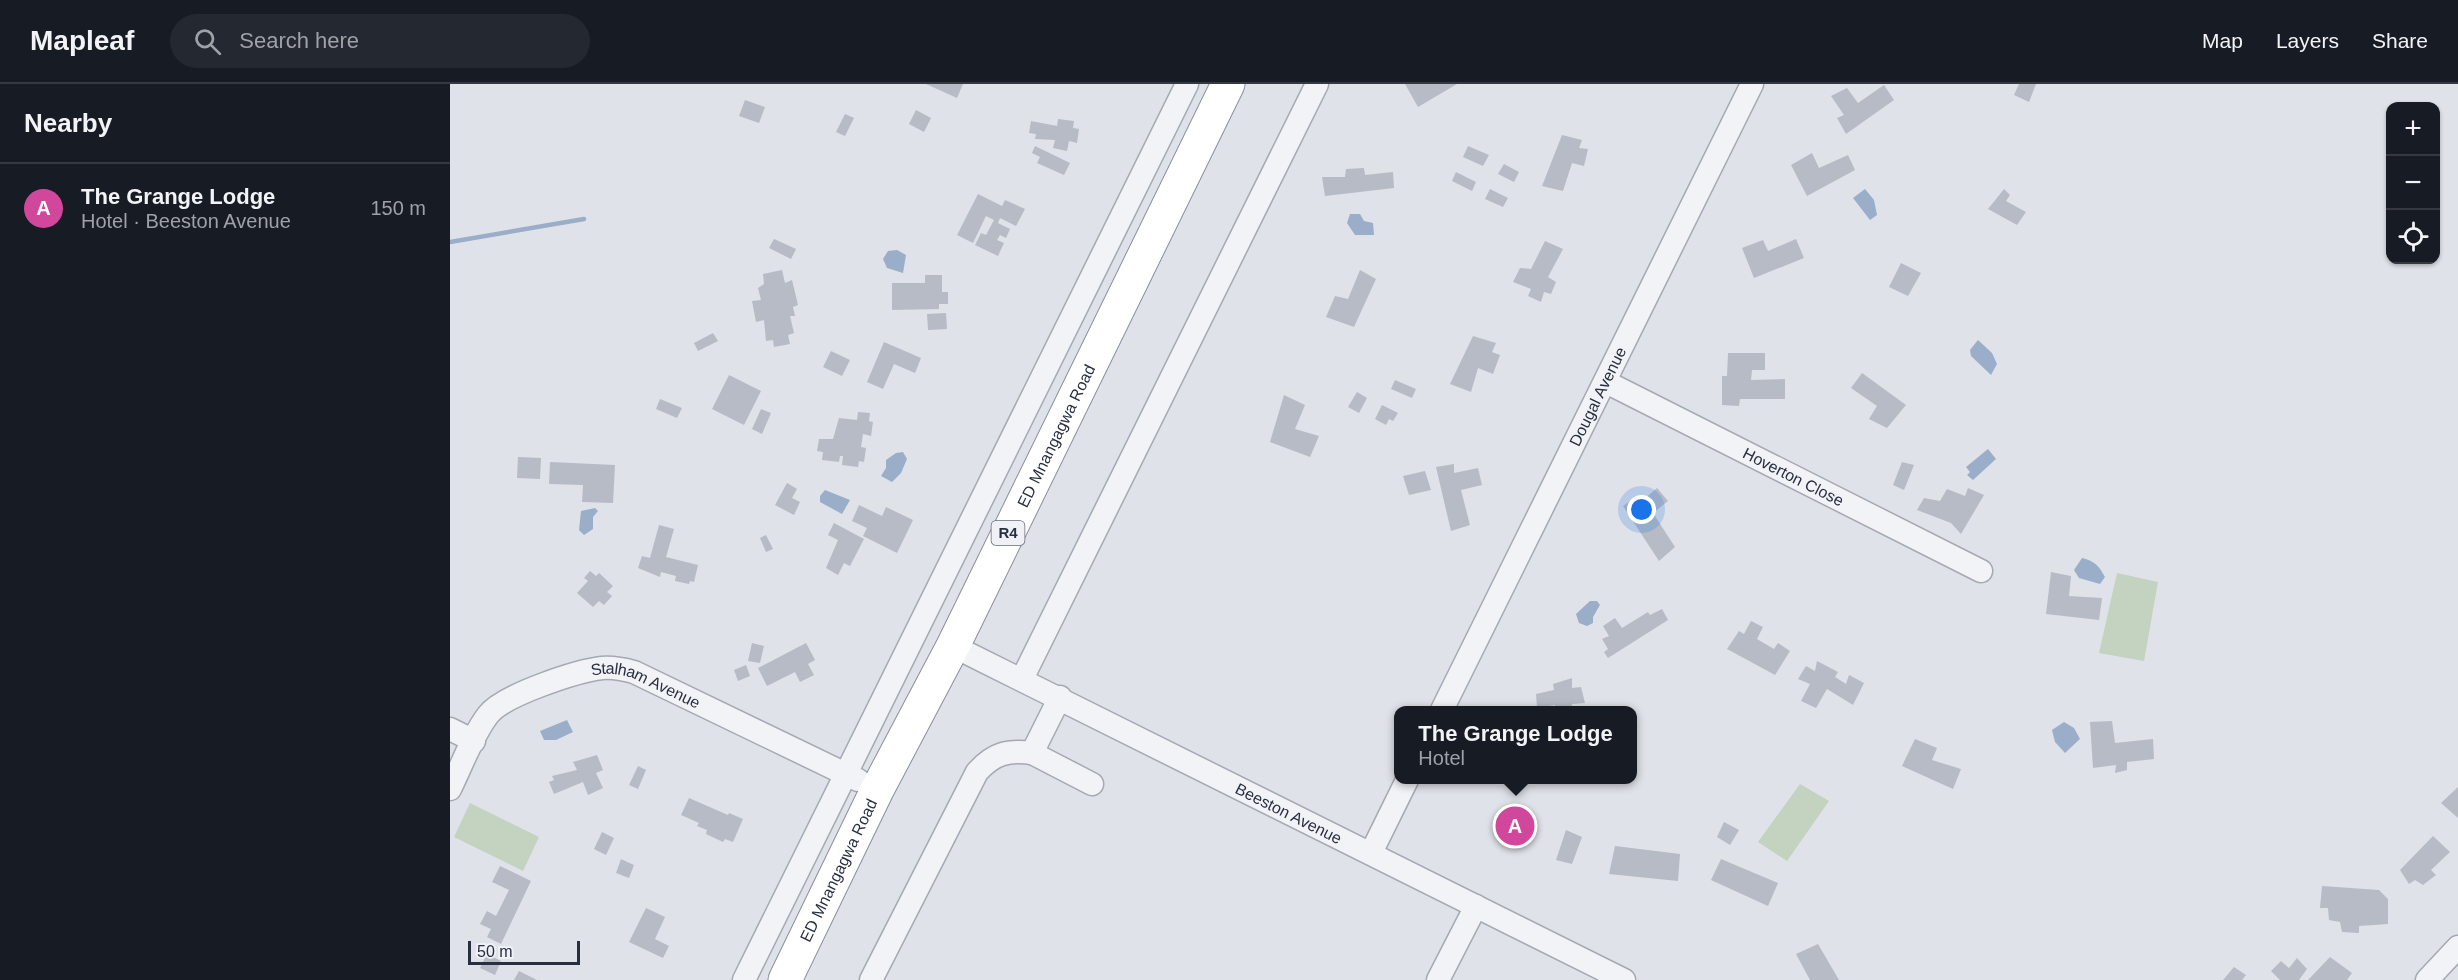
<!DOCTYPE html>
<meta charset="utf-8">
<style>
:root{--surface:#171b24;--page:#242831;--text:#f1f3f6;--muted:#9ea1a6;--line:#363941;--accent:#db2777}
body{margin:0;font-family:Helvetica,sans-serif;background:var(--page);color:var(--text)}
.controls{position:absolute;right:18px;top:18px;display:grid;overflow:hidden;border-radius:12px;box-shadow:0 2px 4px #0004}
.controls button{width:54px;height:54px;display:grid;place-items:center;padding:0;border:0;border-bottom:2px solid var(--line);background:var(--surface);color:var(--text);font:30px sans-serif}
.scale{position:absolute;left:18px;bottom:15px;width:112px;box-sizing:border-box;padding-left:6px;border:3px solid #282f40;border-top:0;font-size:16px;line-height:21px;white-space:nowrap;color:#282f40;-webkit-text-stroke:4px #eff1f6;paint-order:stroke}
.you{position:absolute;left:1192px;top:426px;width:21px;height:21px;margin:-15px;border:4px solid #fff;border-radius:50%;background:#1a73e8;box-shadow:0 0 0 9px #1a73e833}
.badge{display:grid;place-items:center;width:39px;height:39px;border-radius:50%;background:var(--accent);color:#fff;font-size:20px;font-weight:700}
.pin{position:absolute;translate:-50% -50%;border:3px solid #fff;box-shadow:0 2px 6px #0006}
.popup{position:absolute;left:944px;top:622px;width:243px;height:78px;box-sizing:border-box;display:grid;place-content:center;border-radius:12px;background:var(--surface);filter:drop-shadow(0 2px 4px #0005);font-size:20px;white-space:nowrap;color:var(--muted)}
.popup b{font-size:22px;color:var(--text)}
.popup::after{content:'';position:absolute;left:50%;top:100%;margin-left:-12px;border:12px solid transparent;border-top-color:var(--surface)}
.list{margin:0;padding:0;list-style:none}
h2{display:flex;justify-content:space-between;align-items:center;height:78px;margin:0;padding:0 24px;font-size:26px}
h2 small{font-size:20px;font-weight:400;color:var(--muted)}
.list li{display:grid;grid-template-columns:39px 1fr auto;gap:18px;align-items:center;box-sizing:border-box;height:90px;padding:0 24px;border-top:2px solid var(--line)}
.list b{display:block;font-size:22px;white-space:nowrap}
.list p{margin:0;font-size:20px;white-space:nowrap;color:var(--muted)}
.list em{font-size:20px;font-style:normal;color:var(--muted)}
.icon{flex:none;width:33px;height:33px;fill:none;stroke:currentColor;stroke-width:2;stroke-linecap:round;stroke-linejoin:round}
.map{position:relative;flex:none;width:2008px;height:896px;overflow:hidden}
header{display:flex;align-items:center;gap:36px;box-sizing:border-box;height:84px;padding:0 30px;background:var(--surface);border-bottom:2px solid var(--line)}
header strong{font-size:28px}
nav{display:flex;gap:33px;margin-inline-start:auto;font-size:21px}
.search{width:420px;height:54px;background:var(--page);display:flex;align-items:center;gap:15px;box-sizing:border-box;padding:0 21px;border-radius:33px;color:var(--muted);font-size:22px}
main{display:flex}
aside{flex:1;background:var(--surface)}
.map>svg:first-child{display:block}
.green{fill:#c4d2c0}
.water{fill:#9aaec9}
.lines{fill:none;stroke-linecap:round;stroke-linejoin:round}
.stream{stroke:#9aaec9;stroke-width:4.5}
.building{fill:#b6bbc5}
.minor-casing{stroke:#a4a9b2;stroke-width:25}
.highway-casing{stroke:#878f9f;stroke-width:35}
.minor{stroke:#f2f3f7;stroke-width:22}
.highway{stroke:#fff;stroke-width:33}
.labels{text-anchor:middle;stroke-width:5;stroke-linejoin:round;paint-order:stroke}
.shield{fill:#eff1f6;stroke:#646977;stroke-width:1.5}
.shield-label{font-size:15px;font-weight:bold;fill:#282f40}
.street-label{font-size:16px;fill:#282f40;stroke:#eff1f6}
</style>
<header>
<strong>Mapleaf</strong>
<div class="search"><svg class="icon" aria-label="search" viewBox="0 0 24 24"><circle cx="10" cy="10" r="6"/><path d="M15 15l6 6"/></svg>Search here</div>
<nav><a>Map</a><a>Layers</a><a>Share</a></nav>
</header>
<main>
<aside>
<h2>Nearby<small></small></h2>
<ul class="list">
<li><span class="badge" style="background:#d1479c">A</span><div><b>The Grange Lodge</b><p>Hotel · Beeston Avenue</p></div><em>150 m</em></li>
</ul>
</aside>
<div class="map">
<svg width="2008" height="896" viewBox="0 0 2008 896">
<rect width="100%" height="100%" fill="#dfe2e8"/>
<path class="green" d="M 1667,489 L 1708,498 L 1694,577 L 1649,569 Z
M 1350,700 L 1379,717 L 1337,777 L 1308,758 Z
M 20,719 L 89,753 L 73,787 L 4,753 Z"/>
<path class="water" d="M 1415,105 L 1424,116 L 1427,131 L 1420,136 L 1403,114 Z
M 900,130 L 910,130 L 914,137 L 923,139 L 924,151 L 905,151 L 897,139 Z
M 447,166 L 456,171 L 453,189 L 437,184 L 433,175 L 438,167 Z
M 1528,256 L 1542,269 L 1547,280 L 1541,291 L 1521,272 L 1520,266 Z
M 1538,365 L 1546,375 L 1523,396 L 1517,391 L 1520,388 L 1516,383 Z
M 453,368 L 457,375 L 451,389 L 442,398 L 431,392 L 436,384 L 436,376 L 446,369 Z
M 375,406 L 400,416 L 392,430 L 370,418 L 370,412 Z
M 145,424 L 148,427 L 143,433 L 143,445 L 134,451 L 129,446 L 131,427 Z
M 1632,474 C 1645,477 1649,482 1655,493 L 1650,500 L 1629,494 L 1624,486 Z
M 1140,517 L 1147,517 L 1150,521 L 1143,533 L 1143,539 L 1137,542 L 1129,539 L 1126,530 Z
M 117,636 L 123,648 L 106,656 L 94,656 L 90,647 Z
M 1614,638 L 1624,644 L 1630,655 L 1615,669 L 1605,658 L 1602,646 Z"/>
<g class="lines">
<path class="stream" d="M 0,158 L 134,135"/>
</g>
<path class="building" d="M 476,0 L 513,0 L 507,14 Z
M 955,0 L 1007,0 L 968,23 Z
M 1569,0 L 1586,0 L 1579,18 L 1564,11 Z
M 1434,1 L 1444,16 L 1396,50 L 1387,34 L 1394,31 L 1381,12 L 1397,4 L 1408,19 Z
M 295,16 L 315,23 L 309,39 L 289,32 Z
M 466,26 L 481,34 L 474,48 L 459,40 Z
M 395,30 L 404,34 L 395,52 L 386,48 Z
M 608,35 L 624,37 L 623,44 L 629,45 L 627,59 L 619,57 L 617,67 L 603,64 L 605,56 L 585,55 L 586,50 L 579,49 L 581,37 L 607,42 Z
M 1112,51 L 1132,56 L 1129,64 L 1138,65 L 1134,82 L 1122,79 L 1113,107 L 1092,102 Z
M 585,62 L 620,79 L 614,91 L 587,79 L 590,73 L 582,69 Z
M 1018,62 L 1039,71 L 1033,82 L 1013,73 Z
M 1362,69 L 1369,84 L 1398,71 L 1405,86 L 1357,112 L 1341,81 Z
M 1054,80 L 1069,88 L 1064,98 L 1048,90 Z
M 914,84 L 915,91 L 943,88 L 944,104 L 875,112 L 872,93 L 895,93 L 896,85 Z
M 1006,88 L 1026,98 L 1022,107 L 1002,97 Z
M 1040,105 L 1058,114 L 1053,123 L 1035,115 Z
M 1554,105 L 1560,111 L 1556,117 L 1576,128 L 1567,141 L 1538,125 Z
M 528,110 L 552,122 L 555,116 L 575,125 L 566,142 L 550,134 L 548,139 L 560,145 L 556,154 L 550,151 L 547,156 L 554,159 L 548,172 L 525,161 L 531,149 L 536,151 L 544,136 L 536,132 L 523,159 L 507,151 Z
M 324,155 L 346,165 L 341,175 L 319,164 Z
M 1346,155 L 1354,174 L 1304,194 L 1292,164 L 1313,156 L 1318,167 Z
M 1095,157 L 1113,165 L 1098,193 L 1106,198 L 1101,210 L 1094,208 L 1091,218 L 1078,212 L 1081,205 L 1063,198 L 1070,184 L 1081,185 Z
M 1451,179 L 1471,189 L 1458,212 L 1439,203 Z
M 332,186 L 335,199 L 342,196 L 348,221 L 343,223 L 345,232 L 340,232 L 344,249 L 338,251 L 340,260 L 324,263 L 323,256 L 316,257 L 314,236 L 306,238 L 302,217 L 311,216 L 308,204 L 314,200 L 313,190 Z
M 910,186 L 926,195 L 904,243 L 876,233 L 885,212 L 898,215 Z
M 475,191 L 492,191 L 492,208 L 498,208 L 498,220 L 489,220 L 489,225 L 442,226 L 442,199 L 475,199 Z
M 496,229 L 497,245 L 478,246 L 477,230 Z
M 263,249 L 268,257 L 248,267 L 244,259 Z
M 1023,252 L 1046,259 L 1042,268 L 1050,271 L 1043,290 L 1028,284 L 1021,308 L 1000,300 Z
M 434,258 L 471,274 L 465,289 L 444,280 L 433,305 L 417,298 Z
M 381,267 L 400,276 L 392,292 L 373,283 Z
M 1278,269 L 1315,269 L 1315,286 L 1302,286 L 1301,296 L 1335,295 L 1335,315 L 1290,315 L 1289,322 L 1272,321 L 1272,292 L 1277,292 Z
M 1412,289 L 1456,321 L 1437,344 L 1419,335 L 1427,322 L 1401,304 Z
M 279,291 L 311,307 L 294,341 L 262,325 Z
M 945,296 L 966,305 L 962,314 L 941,305 Z
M 907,308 L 917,314 L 909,329 L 898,323 Z
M 834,311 L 855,321 L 845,345 L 869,352 L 860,373 L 820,358 Z
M 210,315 L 232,324 L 227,334 L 206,325 Z
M 932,321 L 948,329 L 943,337 L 939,335 L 936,341 L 925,335 Z
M 311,325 L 321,329 L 312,350 L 302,345 Z
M 408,328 L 420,329 L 419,337 L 423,338 L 421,352 L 413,350 L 411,363 L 416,364 L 414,378 L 409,377 L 408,383 L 392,381 L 393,372 L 390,372 L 389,378 L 372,376 L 373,368 L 367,367 L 369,355 L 383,355 L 389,334 L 407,336 Z
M 68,373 L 91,374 L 90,395 L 67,394 Z
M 100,378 L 165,381 L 163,419 L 132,418 L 133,401 L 99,400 Z
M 1452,378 L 1464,381 L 1454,406 L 1443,401 Z
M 1004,380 L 1004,389 L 1028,384 L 1032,401 L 1011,406 L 1020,441 L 1001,447 L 986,383 Z
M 975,387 L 981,406 L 959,411 L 953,392 Z
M 337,399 L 347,405 L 342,414 L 350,418 L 344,431 L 325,421 Z
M 1207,404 L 1218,417 L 1203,429 L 1225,463 L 1209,477 L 1173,422 L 1189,411 L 1193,416 Z
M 1518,404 L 1534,411 L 1511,450 L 1501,439 L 1467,426 L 1474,414 L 1490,417 L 1497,405 L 1515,412 Z
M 409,421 L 432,432 L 436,423 L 463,436 L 447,469 L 413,452 L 417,444 L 402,437 Z
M 384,439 L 414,455 L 400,482 L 394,479 L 388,491 L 376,484 L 388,456 L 378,451 Z
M 209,441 L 224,445 L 216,473 L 248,481 L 244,498 L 240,497 L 239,500 L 225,497 L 226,492 L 211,488 L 210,493 L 188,484 L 192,472 L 200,474 Z
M 316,451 L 323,465 L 316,468 L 310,454 Z
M 140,487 L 146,492 L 149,489 L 163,502 L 157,508 L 162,512 L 154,521 L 149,517 L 143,523 L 127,509 L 138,497 L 134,494 Z
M 1601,488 L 1621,492 L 1619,512 L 1652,514 L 1649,536 L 1596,530 Z
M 1212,525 L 1218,536 L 1158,574 L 1154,568 L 1158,565 L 1152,555 L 1159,552 L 1153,542 L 1165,534 L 1172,544 L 1198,528 L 1200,531 Z
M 1301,537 L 1313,543 L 1307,555 L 1324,565 L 1328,559 L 1340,567 L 1325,591 L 1277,565 L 1289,547 L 1294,550 Z
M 302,559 L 314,562 L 310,579 L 298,577 Z
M 356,559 L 365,576 L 358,580 L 364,591 L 350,598 L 345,588 L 317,602 L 308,584 Z
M 1367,577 L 1388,588 L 1385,593 L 1396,600 L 1399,591 L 1414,599 L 1403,621 L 1377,605 L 1366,624 L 1351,617 L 1360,600 L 1348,595 L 1356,582 L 1365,587 Z
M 296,581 L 300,592 L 288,597 L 284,586 Z
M 1122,594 L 1122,604 L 1131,603 L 1135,619 L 1122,620 L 1122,626 L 1105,626 L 1105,621 L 1087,624 L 1086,610 L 1104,606 L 1103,600 Z
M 1662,637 L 1665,659 L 1703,655 L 1704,675 L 1677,678 L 1677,686 L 1665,689 L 1666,681 L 1643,684 L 1640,638 Z
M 1465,655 L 1487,664 L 1482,676 L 1511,685 L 1503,705 L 1452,682 Z
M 147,671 L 153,686 L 146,689 L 153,704 L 138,711 L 133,698 L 104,710 L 99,698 L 104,696 L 102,692 L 127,686 L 123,678 Z
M 188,682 L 196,686 L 188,705 L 179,701 Z
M 2008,703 L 2008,734 L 1991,719 Z
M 239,714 L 278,731 L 279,729 L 293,735 L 283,758 L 275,755 L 273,758 L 256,750 L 257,746 L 247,742 L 249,739 L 231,731 Z
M 1274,738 L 1289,746 L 1280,761 L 1267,753 Z
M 1116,746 L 1132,753 L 1122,780 L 1106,776 Z
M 152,748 L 164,754 L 156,771 L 144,765 Z
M 1983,752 L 2000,768 L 1981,786 L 1986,791 L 1973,801 L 1965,796 L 1959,800 L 1950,786 Z
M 1165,762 L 1230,770 L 1228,797 L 1159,790 Z
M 171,775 L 184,781 L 179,794 L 166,789 Z
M 1271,775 L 1328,799 L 1318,822 L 1261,796 Z
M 50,782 L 81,797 L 51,860 L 37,853 L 41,845 L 30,840 L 37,827 L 46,832 L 59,806 L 42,798 Z
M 1872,802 L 1929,806 L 1938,815 L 1938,840 L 1909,842 L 1909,849 L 1892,848 L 1890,838 L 1879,836 L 1878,824 L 1870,824 Z
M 196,824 L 215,833 L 205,855 L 219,862 L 213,874 L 179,858 Z
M 1368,860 L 1389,896 L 1360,896 L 1346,870 Z
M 37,870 L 51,877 L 45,891 L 30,884 Z
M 1880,873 L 1902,889 L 1897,896 L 1858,896 Z
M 1847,874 L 1857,885 L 1849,896 L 1830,896 L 1821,887 L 1831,877 L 1839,884 Z
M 1784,883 L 1796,891 L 1792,896 L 1773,896 Z
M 69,887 L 87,896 L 64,896 Z"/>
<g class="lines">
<g class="minor-casing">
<g id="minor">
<path id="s1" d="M 1156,298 L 1531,487"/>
<path id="s2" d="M 503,562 L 1174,896"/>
<path d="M 572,595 L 867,0"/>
<path id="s3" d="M 992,626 L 1302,0"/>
<path d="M 0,645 L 24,657"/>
<path d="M 582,669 L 642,700"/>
<path id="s4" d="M 0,705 C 12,681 22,652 38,631 C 53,611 127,587 152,584 C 163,583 173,585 184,588 L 408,696"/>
<path d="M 921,769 L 957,696"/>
<path d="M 294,896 L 737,0"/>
<path d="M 421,896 L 527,688 C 544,669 558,666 582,669 L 610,613"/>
<path d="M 988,896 L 1026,822"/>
<path d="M 1977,896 L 2008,863"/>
</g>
</g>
<g class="highway-casing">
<g id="highway">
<path id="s5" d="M 335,896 L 427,706 L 503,562 L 778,0"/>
</g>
</g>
<use href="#minor" class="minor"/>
<use href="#highway" class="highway"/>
</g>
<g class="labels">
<rect class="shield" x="541.5" y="437" width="33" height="24" rx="4.5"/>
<g class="shield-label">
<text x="558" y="454">R4</text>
</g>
<g class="street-label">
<text dy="6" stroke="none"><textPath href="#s3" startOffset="350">Dougal Avenue</textPath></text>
<text dy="6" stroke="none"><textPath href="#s5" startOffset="608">ED Mnangagwa Road</textPath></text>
<text dy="6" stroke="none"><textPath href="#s1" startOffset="210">Hoverton Close</textPath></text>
<text dy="6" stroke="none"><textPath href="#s4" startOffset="255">Stalham Avenue</textPath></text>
<text dy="6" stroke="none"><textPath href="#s2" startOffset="375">Beeston Avenue</textPath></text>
<text dy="6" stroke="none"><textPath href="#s5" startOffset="122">ED Mnangagwa Road</textPath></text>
</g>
</g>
</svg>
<div class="controls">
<button>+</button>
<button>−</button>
<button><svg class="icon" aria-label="locate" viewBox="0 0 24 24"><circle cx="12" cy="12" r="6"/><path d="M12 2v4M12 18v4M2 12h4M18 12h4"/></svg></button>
</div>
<div class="scale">50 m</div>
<div class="you"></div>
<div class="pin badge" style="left:1065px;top:742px;background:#d1479c">A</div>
<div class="popup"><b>The Grange Lodge</b>Hotel</div>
</div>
</main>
━━━━━━━━━━━━━━━━━━━━
● **What you have to do**: Only a number is wanted here: the count of lines in the data that include the word "list".

● **Exercise result**: 6